* [Exercise aim]
Return exactly those lines of the material below that fall between the line holding "Instruction: What data" and the line holding "Dump the readable content of the map", inclusive.

****************************************

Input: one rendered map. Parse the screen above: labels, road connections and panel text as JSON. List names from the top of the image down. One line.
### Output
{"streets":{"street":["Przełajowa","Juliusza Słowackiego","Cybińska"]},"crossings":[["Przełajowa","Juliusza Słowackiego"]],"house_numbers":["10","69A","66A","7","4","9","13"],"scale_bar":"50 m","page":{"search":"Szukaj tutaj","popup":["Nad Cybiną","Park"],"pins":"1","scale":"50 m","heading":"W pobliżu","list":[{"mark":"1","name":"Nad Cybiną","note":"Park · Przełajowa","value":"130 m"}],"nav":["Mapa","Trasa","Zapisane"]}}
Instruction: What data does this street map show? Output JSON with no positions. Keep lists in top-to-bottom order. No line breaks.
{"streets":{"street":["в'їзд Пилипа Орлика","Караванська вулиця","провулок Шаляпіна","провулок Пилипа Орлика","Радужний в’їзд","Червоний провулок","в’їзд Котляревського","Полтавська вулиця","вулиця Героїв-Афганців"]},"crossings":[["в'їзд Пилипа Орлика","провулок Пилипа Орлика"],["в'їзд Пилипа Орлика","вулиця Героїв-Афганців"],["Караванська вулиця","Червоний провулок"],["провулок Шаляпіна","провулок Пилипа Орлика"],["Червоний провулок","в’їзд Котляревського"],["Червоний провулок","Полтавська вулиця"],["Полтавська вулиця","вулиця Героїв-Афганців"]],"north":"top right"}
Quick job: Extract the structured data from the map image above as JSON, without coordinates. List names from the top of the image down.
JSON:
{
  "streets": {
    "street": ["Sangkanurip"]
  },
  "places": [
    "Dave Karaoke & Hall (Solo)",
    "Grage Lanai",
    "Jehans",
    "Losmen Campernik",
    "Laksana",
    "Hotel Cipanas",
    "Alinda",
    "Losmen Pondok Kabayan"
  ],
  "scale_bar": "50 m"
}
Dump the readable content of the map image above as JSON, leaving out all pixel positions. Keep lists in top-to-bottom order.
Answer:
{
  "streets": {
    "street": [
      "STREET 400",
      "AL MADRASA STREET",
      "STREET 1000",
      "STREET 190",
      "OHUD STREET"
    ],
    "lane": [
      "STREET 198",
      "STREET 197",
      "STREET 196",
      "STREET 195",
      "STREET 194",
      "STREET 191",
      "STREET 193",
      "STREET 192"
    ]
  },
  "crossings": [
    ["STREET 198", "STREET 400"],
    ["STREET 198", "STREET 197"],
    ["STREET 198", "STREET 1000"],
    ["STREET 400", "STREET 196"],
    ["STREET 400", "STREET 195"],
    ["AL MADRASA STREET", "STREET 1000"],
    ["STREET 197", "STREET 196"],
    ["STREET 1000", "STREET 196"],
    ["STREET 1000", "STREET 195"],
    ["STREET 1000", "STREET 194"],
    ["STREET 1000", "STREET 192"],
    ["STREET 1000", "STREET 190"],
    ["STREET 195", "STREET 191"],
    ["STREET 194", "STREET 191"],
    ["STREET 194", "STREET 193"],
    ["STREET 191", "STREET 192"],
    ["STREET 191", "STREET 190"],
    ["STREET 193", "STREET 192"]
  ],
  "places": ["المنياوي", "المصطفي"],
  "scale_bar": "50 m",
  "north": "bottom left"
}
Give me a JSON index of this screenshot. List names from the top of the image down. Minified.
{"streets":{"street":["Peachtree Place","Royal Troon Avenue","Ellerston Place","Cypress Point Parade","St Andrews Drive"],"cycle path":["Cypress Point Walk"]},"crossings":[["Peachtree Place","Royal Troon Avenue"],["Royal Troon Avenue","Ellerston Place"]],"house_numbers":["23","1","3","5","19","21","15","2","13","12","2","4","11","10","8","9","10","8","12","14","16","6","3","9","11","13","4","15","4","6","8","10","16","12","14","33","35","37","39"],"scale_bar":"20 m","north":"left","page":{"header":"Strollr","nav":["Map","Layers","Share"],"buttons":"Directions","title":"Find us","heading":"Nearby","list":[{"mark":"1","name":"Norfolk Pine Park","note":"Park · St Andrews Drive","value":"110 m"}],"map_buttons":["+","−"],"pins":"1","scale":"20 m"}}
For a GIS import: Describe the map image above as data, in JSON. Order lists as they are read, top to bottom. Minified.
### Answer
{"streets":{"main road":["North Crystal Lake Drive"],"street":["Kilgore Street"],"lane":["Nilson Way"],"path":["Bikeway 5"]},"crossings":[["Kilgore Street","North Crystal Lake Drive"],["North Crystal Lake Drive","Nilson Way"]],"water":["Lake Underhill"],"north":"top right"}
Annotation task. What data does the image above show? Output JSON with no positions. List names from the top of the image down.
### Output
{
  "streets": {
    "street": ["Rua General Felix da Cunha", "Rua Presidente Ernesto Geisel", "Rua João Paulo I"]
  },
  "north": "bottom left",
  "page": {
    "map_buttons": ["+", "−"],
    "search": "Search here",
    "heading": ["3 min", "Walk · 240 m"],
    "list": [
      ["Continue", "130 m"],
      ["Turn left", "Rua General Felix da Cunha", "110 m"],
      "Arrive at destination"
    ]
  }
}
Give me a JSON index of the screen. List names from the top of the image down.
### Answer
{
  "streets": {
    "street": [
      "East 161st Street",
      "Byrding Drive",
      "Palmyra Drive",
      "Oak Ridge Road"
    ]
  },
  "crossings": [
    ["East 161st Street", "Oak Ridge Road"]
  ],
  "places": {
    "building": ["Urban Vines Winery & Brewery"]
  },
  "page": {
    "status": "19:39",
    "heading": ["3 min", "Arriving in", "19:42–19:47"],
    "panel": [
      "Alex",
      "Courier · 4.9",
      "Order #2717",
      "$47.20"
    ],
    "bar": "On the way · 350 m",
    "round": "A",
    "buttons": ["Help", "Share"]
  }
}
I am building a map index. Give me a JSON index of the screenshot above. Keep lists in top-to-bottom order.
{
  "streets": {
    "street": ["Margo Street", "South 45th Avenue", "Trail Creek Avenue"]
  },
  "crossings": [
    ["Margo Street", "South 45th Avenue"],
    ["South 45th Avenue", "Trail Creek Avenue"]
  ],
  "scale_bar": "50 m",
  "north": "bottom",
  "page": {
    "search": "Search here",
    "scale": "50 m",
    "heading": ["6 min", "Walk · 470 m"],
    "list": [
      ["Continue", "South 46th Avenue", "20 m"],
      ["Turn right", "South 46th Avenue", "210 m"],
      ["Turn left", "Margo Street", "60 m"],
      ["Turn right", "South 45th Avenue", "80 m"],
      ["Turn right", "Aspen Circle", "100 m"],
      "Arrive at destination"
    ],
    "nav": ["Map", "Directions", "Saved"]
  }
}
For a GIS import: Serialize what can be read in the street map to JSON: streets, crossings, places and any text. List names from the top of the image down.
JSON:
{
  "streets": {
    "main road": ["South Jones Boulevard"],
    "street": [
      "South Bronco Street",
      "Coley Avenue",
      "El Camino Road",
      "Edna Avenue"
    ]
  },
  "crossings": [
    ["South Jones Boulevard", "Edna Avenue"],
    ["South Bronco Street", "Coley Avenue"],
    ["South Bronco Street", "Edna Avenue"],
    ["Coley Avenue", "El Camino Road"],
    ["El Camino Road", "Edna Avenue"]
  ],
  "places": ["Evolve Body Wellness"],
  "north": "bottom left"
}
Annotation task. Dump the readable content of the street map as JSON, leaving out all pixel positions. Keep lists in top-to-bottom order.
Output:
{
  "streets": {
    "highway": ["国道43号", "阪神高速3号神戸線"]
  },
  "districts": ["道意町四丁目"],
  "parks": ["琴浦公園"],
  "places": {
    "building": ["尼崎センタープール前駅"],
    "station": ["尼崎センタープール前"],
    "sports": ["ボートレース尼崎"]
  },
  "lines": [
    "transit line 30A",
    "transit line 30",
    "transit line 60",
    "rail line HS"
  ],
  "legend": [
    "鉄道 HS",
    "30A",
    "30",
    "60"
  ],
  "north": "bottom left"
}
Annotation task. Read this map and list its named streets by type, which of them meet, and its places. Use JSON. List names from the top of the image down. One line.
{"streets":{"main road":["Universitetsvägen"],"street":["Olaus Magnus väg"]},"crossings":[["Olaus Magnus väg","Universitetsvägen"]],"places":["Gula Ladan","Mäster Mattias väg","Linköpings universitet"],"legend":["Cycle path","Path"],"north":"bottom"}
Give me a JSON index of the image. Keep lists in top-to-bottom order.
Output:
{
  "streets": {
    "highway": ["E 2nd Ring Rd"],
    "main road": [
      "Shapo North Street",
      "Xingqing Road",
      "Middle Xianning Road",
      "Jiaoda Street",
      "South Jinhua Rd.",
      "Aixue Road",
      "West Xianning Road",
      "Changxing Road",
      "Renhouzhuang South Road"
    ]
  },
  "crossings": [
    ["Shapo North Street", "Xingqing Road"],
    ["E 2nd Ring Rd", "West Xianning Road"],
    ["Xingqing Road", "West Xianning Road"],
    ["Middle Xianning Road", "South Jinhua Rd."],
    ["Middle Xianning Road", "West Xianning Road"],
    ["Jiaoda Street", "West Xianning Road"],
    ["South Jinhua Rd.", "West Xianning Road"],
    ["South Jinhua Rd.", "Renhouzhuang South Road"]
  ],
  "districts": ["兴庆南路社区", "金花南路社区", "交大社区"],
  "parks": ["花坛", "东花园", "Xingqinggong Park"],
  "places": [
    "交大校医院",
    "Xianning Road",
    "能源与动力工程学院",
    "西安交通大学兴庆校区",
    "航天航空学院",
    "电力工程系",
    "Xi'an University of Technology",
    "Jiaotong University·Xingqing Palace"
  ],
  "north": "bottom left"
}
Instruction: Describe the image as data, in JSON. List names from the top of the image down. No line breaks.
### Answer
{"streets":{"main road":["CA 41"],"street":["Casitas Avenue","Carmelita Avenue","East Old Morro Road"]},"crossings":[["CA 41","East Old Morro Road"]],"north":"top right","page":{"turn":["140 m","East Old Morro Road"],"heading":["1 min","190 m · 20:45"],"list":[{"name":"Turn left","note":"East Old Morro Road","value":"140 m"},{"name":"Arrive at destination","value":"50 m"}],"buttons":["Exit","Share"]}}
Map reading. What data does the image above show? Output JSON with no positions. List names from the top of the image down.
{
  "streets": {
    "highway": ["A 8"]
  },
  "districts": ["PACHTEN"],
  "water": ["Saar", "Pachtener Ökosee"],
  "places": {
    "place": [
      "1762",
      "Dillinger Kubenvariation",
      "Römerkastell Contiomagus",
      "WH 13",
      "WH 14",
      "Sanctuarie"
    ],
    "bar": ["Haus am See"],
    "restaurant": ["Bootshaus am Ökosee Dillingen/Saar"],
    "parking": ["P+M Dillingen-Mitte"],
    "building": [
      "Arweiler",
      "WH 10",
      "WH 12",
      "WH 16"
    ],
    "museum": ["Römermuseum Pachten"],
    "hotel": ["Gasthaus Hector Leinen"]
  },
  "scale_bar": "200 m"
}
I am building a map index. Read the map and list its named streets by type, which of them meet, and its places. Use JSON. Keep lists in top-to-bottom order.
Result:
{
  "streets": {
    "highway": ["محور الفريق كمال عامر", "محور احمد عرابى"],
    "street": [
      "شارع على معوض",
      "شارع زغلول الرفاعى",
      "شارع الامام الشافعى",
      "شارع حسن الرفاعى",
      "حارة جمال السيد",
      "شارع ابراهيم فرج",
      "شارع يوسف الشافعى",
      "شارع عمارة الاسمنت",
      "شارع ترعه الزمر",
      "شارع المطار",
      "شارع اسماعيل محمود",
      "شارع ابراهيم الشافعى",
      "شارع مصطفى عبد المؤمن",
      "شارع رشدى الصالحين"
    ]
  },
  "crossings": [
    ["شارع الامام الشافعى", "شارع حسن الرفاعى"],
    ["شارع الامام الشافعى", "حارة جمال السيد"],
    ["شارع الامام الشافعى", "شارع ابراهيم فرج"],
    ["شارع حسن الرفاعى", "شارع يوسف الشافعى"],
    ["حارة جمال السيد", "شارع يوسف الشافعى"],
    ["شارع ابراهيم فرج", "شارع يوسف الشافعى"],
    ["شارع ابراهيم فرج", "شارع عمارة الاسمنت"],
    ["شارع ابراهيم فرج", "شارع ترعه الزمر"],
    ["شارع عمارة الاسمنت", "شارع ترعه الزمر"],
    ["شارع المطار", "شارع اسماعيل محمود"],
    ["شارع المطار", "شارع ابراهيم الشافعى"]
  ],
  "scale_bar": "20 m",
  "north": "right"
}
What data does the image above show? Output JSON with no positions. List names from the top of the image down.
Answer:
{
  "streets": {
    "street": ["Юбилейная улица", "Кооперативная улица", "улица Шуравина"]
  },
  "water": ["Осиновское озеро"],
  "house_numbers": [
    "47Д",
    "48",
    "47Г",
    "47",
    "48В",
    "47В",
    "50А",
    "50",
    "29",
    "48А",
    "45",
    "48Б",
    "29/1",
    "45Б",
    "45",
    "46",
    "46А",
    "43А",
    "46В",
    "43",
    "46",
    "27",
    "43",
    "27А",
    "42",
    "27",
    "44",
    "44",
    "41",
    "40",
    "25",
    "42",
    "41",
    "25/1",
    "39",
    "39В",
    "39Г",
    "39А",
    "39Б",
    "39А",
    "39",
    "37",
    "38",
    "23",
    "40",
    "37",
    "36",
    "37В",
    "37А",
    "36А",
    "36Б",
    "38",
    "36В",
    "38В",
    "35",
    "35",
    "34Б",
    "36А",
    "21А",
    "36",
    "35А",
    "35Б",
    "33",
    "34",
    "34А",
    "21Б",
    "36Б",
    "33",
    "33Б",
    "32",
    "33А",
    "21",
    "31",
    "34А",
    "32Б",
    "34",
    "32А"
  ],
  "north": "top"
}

****************************************

* [Task result]
Instruction: What data does this street map show? Output JSON with no positions. Keep lists in top-to-bottom order. No line breaks.
{"streets":{"street":["в'їзд Пилипа Орлика","Караванська вулиця","провулок Шаляпіна","провулок Пилипа Орлика","Радужний в’їзд","Червоний провулок","в’їзд Котляревського","Полтавська вулиця","вулиця Героїв-Афганців"]},"crossings":[["в'їзд Пилипа Орлика","провулок Пилипа Орлика"],["в'їзд Пилипа Орлика","вулиця Героїв-Афганців"],["Караванська вулиця","Червоний провулок"],["провулок Шаляпіна","провулок Пилипа Орлика"],["Червоний провулок","в’їзд Котляревського"],["Червоний провулок","Полтавська вулиця"],["Полтавська вулиця","вулиця Героїв-Афганців"]],"north":"top right"}
Quick job: Extract the structured data from the map image above as JSON, without coordinates. List names from the top of the image down.
JSON:
{
  "streets": {
    "street": ["Sangkanurip"]
  },
  "places": [
    "Dave Karaoke & Hall (Solo)",
    "Grage Lanai",
    "Jehans",
    "Losmen Campernik",
    "Laksana",
    "Hotel Cipanas",
    "Alinda",
    "Losmen Pondok Kabayan"
  ],
  "scale_bar": "50 m"
}
Dump the readable content of the map image above as JSON, leaving out all pixel positions. Keep lists in top-to-bottom order.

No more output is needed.